YouTube is Time's
invention of year
BY BILL HUTCHINSON
DAILY NEWS STAFF WRITER
Monday, November 6th, 2006
The breakthrough that turns home movies into Internet blockbusters is Time magazine's Invention of the Year.
YouTube, which sparked a revolution by allowing Joe Schmoes everywhere to get their 15 nanoseconds of Web fame, beat out a supereconomical car and a soldier-saving robot for the eye-opening honor.
"Only YouTube created a new way for millions of people to entertain, educate, shock, rock and grok one another on a scale we've never seen before," Time's editors wrote in the issue hitting newsstands this week.
"The rules are different now, and one Web site changed them: YouTube."
The computer innovation is the brainchild of Steve Chen, Chad Hurley and Jawed Karim, who went from Silicon Valley geeks to ultrarich geniuses when they sold YouTube to Google for $1.65 billion.

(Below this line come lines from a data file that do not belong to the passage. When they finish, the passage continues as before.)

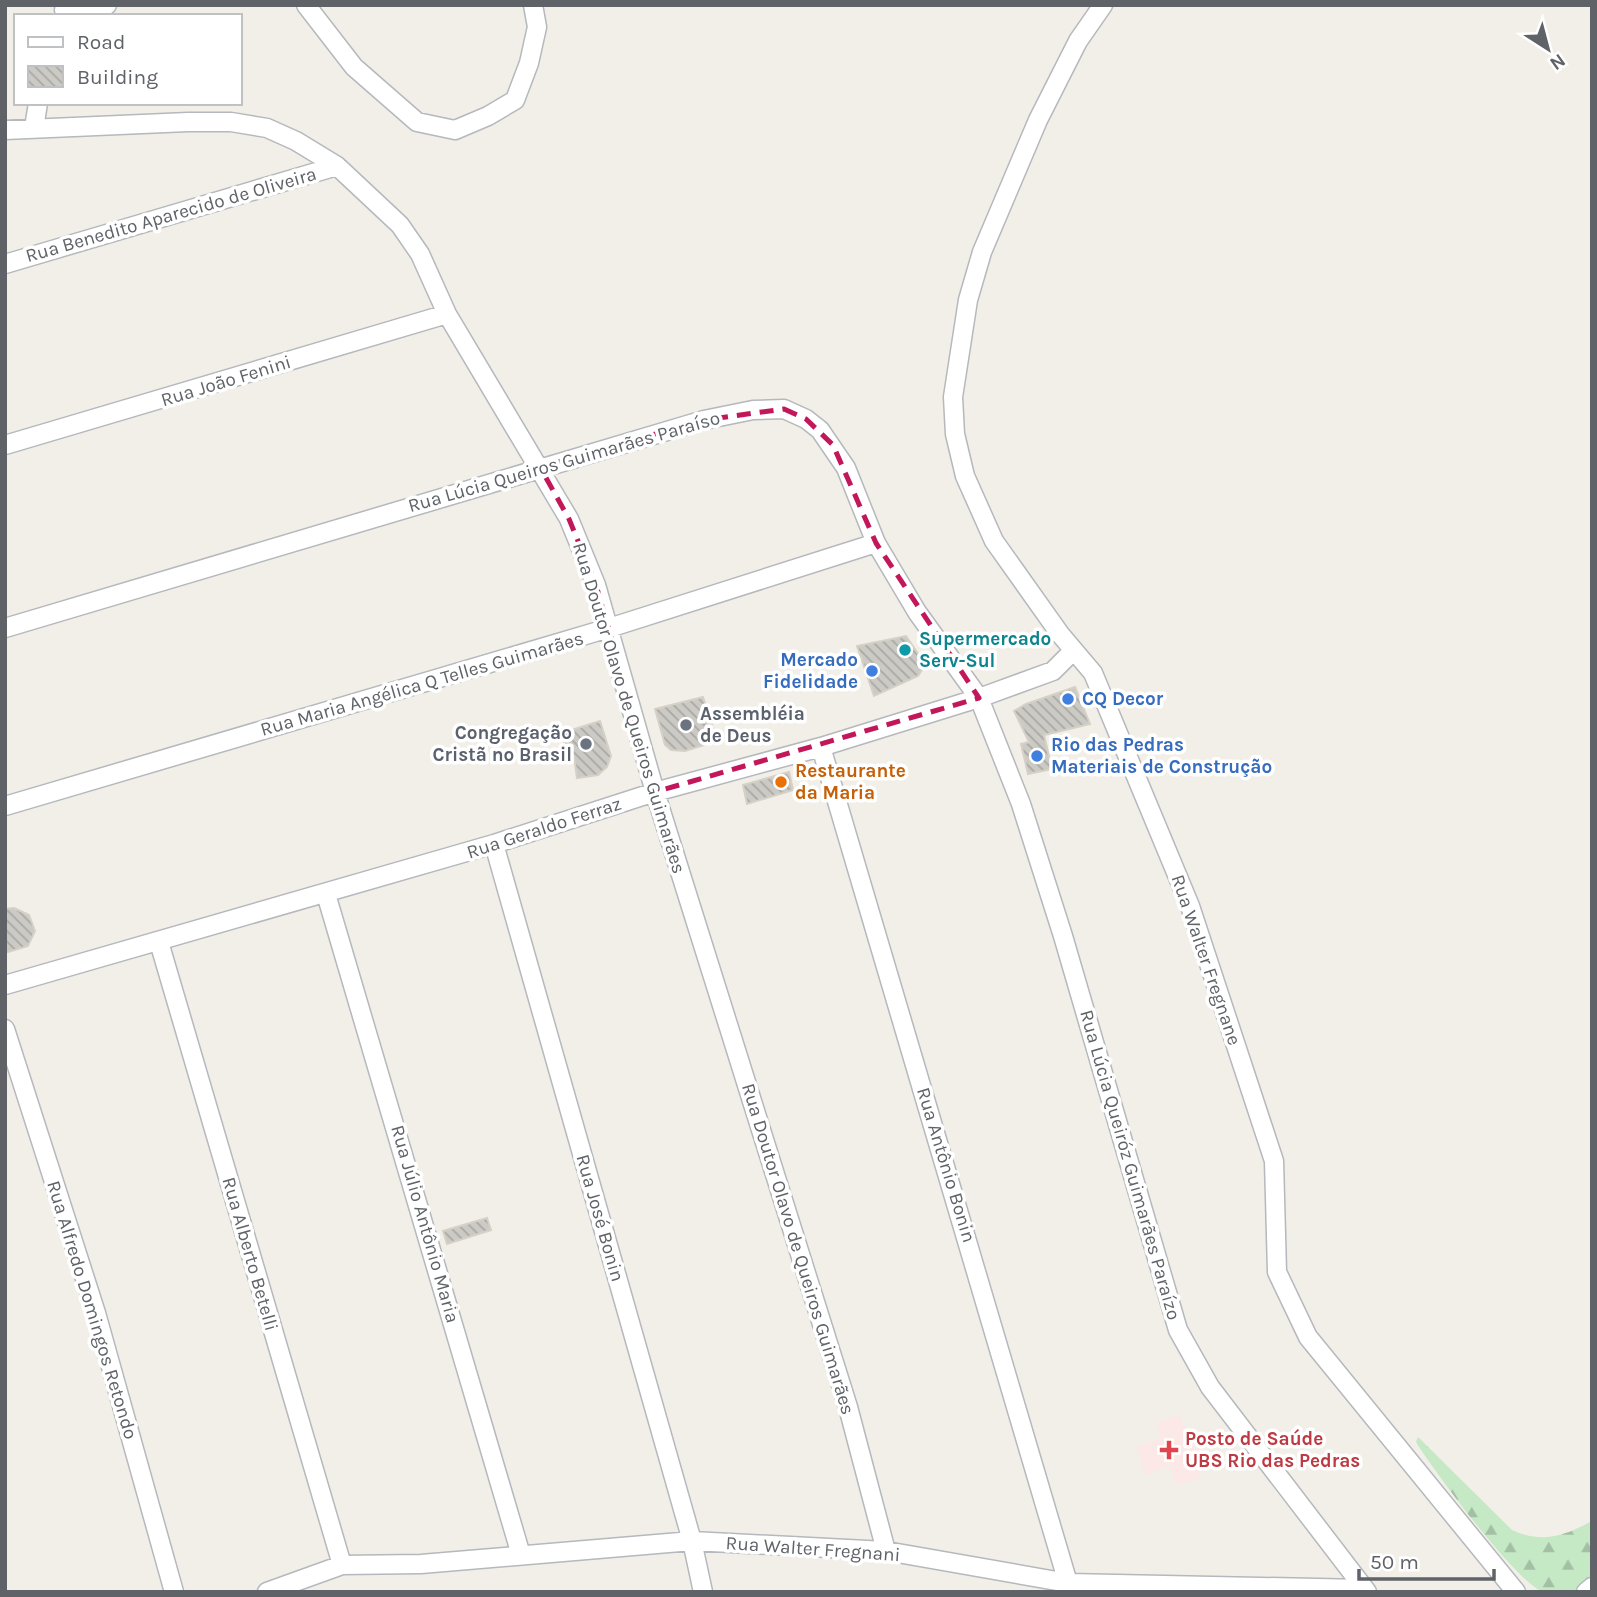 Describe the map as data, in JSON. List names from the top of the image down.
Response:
{
  "streets": {
    "street": [
      "Rua Benedito Aparecido de Oliveira",
      "Rua João Fenini",
      "Rua Lúcia Queiros Guimarães Paraíso",
      "Rua Maria Angélica Q Telles Guimarães",
      "Rua Doutor Olavo de Queiros Guimarães",
      "Rua Geraldo Ferraz",
      "Rua Walter Fregnane",
      "Rua Antônio Bonin",
      "Rua Lúcia Queiróz Guimarães Paraízo",
      "Rua José Bonin",
      "Rua Júlio Antônio Maria",
      "Rua Alberto Betelli",
      "Rua Alfredo Domingos Retondo",
      "Rua Walter Fregnani"
    ]
  },
  "crossings": [
    ["Rua Benedito Aparecido de Oliveira", "Rua Doutor Olavo de Queiros Guimarães"],
    ["Rua João Fenini", "Rua Doutor Olavo de Queiros Guimarães"],
    ["Rua Lúcia Queiros Guimarães Paraíso", "Rua Maria Angélica Q Telles Guimarães"],
    ["Rua Lúcia Queiros Guimarães Paraíso", "Rua Doutor Olavo de Queiros Guimarães"],
    ["Rua Lúcia Queiros Guimarães Paraíso", "Rua Geraldo Ferraz"],
    ["Rua Lúcia Queiros Guimarães Paraíso", "Rua Lúcia Queiróz Guimarães Paraízo"],
    ["Rua Maria Angélica Q Telles Guimarães", "Rua Doutor Olavo de Queiros Guimarães"],
    ["Rua Doutor Olavo de Queiros Guimarães", "Rua Geraldo Ferraz"],
    ["Rua Doutor Olavo de Queiros Guimarães", "Rua Walter Fregnani"],
    ["Rua Geraldo Ferraz", "Rua Walter Fregnane"],
    ["Rua Geraldo Ferraz", "Rua Antônio Bonin"],
    ["Rua Geraldo Ferraz", "Rua Lúcia Queiróz Guimarães Paraízo"],
    ["Rua Geraldo Ferraz", "Rua José Bonin"],
    ["Rua Geraldo Ferraz", "Rua Júlio Antônio Maria"],
    ["Rua Geraldo Ferraz", "Rua Alberto Betelli"],
    ["Rua Antônio Bonin", "Rua Walter Fregnani"],
    ["Rua Lúcia Queiróz Guimarães Paraízo", "Rua Walter Fregnani"],
    ["Rua José Bonin", "Rua Walter Fregnani"],
    ["Rua Júlio Antônio Maria", "Rua Walter Fregnani"],
    ["Rua Alberto Betelli", "Rua Walter Fregnani"]
  ],
  "places": {
    "other": [
      "Supermercado Serv-Sul",
      "Mercado Fidelidade",
      "CQ Decor",
      "Assembléia de Deus",
      "Congregação Cristã no Brasil",
      "Rio das Pedras Materiais de Construção",
      "Restaurante da Maria"
    ],
    "health": ["Posto de Saúde UBS Rio das Pedras"]
  },
  "legend": ["Road", "Building"],
  "scale_bar": "50 m",
  "north": "bottom right"
}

But the magazine contends the trio's creation would have been lost in cyberspace if not for the would-be filmmakers, singers, science-project enthusiasts and amateur daredevils uploading 70,000 new videos a day on YouTube.
It's also become the place to go for the latest "gotcha" videos of imploding politicians.
"They had no idea. They had opened a portal into another dimension," the magazine wrote of Chen, Hurley and Karim - who came up with the way of taking videos in any format and making them play on nearly any computer's Web browser.